Benchmark catchments

The implementation of the field research activities of MSEC follows an interdisciplinary, participatory, and community-based approach. It started with the selection of representative catchments in participating countries by an interdisciplinary team using carefully defined criteria and methodological guidelines (IBSRAM, 1997). Visits and dialogues with local institutions, scientists, and farmers were facilitated by the NARES. This ensures that all stakeholder groups in the landscape affected by soil erosion, including farmers and policy-makers, benefit from the knowledge generated, recognize the scope and severity of the problem, and make appropriate decisions about investments and land use policy in the sloping land areas.

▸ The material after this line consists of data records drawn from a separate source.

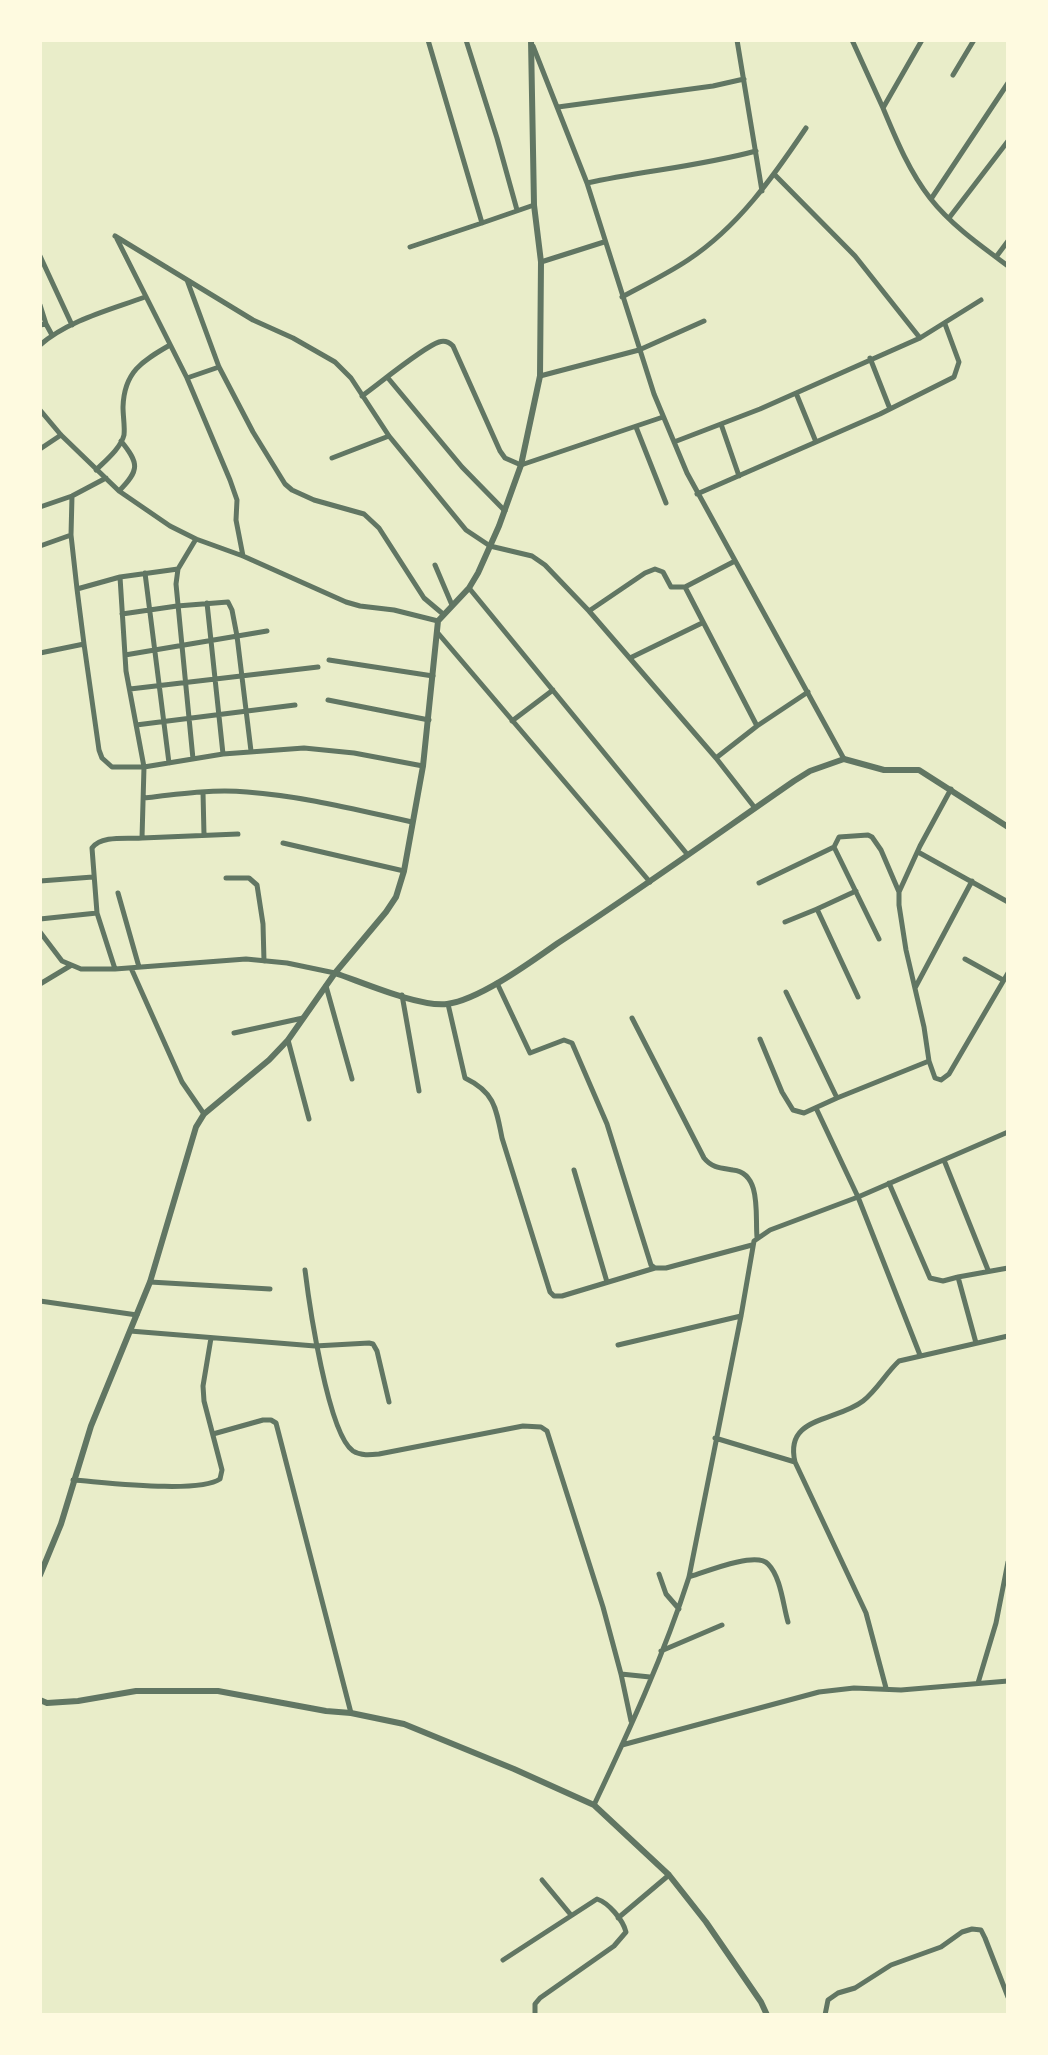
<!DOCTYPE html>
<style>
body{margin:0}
#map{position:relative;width:1048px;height:2055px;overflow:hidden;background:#e9edc9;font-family:"PT Sans Narrow",sans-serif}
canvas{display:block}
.frame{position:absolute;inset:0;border:42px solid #fefae0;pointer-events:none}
</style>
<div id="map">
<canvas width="1048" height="2055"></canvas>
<div class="frame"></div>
</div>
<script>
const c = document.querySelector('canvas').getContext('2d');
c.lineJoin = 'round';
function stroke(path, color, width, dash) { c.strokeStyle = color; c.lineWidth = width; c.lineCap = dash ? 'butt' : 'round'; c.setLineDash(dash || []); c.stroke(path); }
stroke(new Path2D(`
 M428 40 482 223 534 205
 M466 40 497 138 517 210
 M737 40 762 191
 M852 40 883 108
 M922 40 883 108C896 139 909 171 930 198 951 225 981 246 1008 266
 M533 46 587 183 654 394 687 473 844 759
 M953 75 974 40
 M558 107 713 86 744 79
 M774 174 855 256 920 338
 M587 183C643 171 701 166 756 151
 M931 199 1008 83
 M949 218 1008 141
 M115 236 253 320 293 338 335 362 351 378 389 436 466 530 490 546 532 556 545 565 589 611 716 758
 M117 239 187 378 230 480 237 500 236 520 243 556
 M410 247 482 223
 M40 256 72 325
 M996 257 1008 241
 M541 262 604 242
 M187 280 219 367 253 432 285 484 292 490 314 500 364 514 379 528 424 598 443 614
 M622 297C644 285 667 274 688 260 738 227 773 177 806 128
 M40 305 46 324
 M40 325 46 324 52 335
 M40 345C69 320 110 310 145 297
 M870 358 890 409
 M540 376 639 350 704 321
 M187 378 219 367
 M388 378 462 467 505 511
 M796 393 816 442 880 414 954 377 959 362 945 324
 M362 396C379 384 423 347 439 342 445 340 449 342 453 346L500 451 505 458 521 465 663 417
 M40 410 61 435 119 491 170 526 196 539 243 556 346 602 360 606 394 610 438 621
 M721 424 739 476
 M636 427 666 503
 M674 442 760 409 920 338 981 300
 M40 449 61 435
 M332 458 389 436
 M96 470C105 461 121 448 124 435 125 427 123 416 123 407 124 372 142 361 170 345
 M119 491C140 470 139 463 121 441
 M697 494 816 442
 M40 507 72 496 106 478
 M71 535 77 589
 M40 546 71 535 72 496
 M735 561 685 587 757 726
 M435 565 452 605
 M178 569 176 584 193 759
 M145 573 169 763
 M469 588 687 854
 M207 603 223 754
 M589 611 645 573 655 569 663 572 671 587H685
 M122 614 177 606 228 602 232 610 237 636 251 751
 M437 632 650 882
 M84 644 99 750 102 758 112 767H144L223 754 304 748 354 753 423 766
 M40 653 84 644 77 589 120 577 178 569 196 539
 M125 655 267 631
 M630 658 702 623
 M329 660 433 676
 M130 689 318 667
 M328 700 429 720
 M512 721 553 690
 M136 725 295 705
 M951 789 920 846 899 892V905L906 950 924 1027 929 1061 935 1078 941 1080 949 1074 1008 973
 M203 792 204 835
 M144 798C178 794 212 789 247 792 303 796 357 810 412 822
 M755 808 716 758 757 726 808 692
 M142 838 238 834
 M283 843 404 871
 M834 847 879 939
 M918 852 1008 902
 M226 878H249L257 885 263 924 264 961
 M40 881 93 877
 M759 883 834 847 839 837 868 835 872 837 881 850 899 892
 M118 893 139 967
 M817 909 856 891
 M40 919 97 913
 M785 922 817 909 858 997
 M40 932 62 961 81 969H115L246 959 287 963 335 973
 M965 959 1003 980
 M131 968 182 1082 204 1114
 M115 969 97 913 92 848C101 835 127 839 142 838L144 767 126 671 120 577
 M497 983 530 1053 564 1040 572 1043 607 1124 651 1265 655 1268H666L752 1245
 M40 984 70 966
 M326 986 352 1079
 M915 988 972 881
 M786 992 837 1098 929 1061
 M402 995 419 1091
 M448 1004 465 1078C494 1092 496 1107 502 1138L550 1292 554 1296H562L655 1268
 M632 1018 704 1158C712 1168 721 1168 733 1170 762 1173 755 1216 757 1237
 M234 1033 303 1018
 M760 1039 782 1092 793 1110 804 1113 837 1098
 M288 1040 309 1119
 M816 1108 858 1197 920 1355
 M944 1160 988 1270
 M574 1170 607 1282
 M889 1183 930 1278 943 1281 958 1277
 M305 1270C309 1303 328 1434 353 1451 361 1456 370 1455 379 1454L523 1426 541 1427 547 1431 603 1607 621 1674 631 1721
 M150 1282 270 1289
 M40 1301 137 1315
 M130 1331 315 1346 369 1343 373 1344 377 1351 389 1402
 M976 1343 958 1277 1008 1268
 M618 1345 741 1316
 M213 1434 263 1420H271L276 1423 351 1713
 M715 1438 795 1462 866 1613 886 1688
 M795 1462C784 1416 836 1422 863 1401 877 1390 886 1373 899 1361L1008 1336
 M73 1480C103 1482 198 1494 220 1479L222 1470 204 1401 203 1386 211 1338
 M659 1574 666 1594 679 1609
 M689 1577C705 1572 756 1551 768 1564 781 1577 783 1605 788 1622
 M661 1651 722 1625
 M621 1674 650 1677
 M978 1683 996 1623 1008 1562
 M622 1745 819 1692 854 1688 901 1690 1008 1681
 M594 1805C629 1731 664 1655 689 1577L741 1316 754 1241 770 1230 858 1197 1008 1132
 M542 1880 571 1915
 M618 1918 669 1875
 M503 1960 597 1899C609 1903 623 1920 626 1932L614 1946 540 1998 535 2004V2015
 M825 2015 828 2000 838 1993 855 1988 891 1965 941 1947 962 1932 972 1929 981 1930 985 1938 1008 1997`), '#617663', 5);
stroke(new Path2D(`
 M335 973C364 983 419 1007 447 1004 479 1000 531 962 558 943 638 891 716 835 794 781L810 771 844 759 884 770H919L1008 827
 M40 1575 61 1524 91 1426 150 1282 196 1127 204 1114 269 1060 288 1040 335 973 386 912 396 897 404 871 423 766 438 621 469 588 478 573 499 526 521 465 540 376 541 262 534 205 531 40
 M40 1700 47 1703 78 1701 136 1691H218L326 1711 351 1713 404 1724 514 1769 594 1805 669 1875 706 1922 761 2002 767 2015`), '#617663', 6);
</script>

The experimental catchments range from 71 to 124 ha with at least four smaller microcatchments representing different land uses delineated within. All catchments have slopes ranging from 12 to 80%, and an average annual rainfall ranging from 1,080 to 2,500 mm. In some catchments, water flows in the creeks only during the rainy season. The catchments are dominated by annual cash crops with some patches of perennials and are cultivated primarily by ethnic minorities. In general, the model catchments represent a resource management domain with common biophysical and socioeconomic characteristics as follows:

The soils are generally acid with low inherent fertility that declines rapidly under continuous cultivation without external inputs.

Slopes are steep and soil erosion is the major land degradation process.

The climate is warm, humid or subhumid, and tropical or subtropical. Rainfall intensities in the wet season are generally high.

The native vegetation is commonly rainforest, but large areas have been logged over, subject to shifting cultivation, and covered with pernicious weeds like Imperata cylindrica. The area cultivated every year to subsistence food crops such as rice and maize is increasing (Garrity, 1993).

Steepland areas are remote and have been bypassed by government development schemes.

The shifting cultivators in many areas are ethnic minorities, but increasingly upper catchments are being inhabited by lowland people unable to find land to cultivate elsewhere

Many governments now require the shifting cultivators to abandon their nomadic lives and settle in one place, but lack of land tenure remains a problem.

Off-farm employment through migration to cities and to other countries in the region, is a major source of income (Renaud et al., 1998).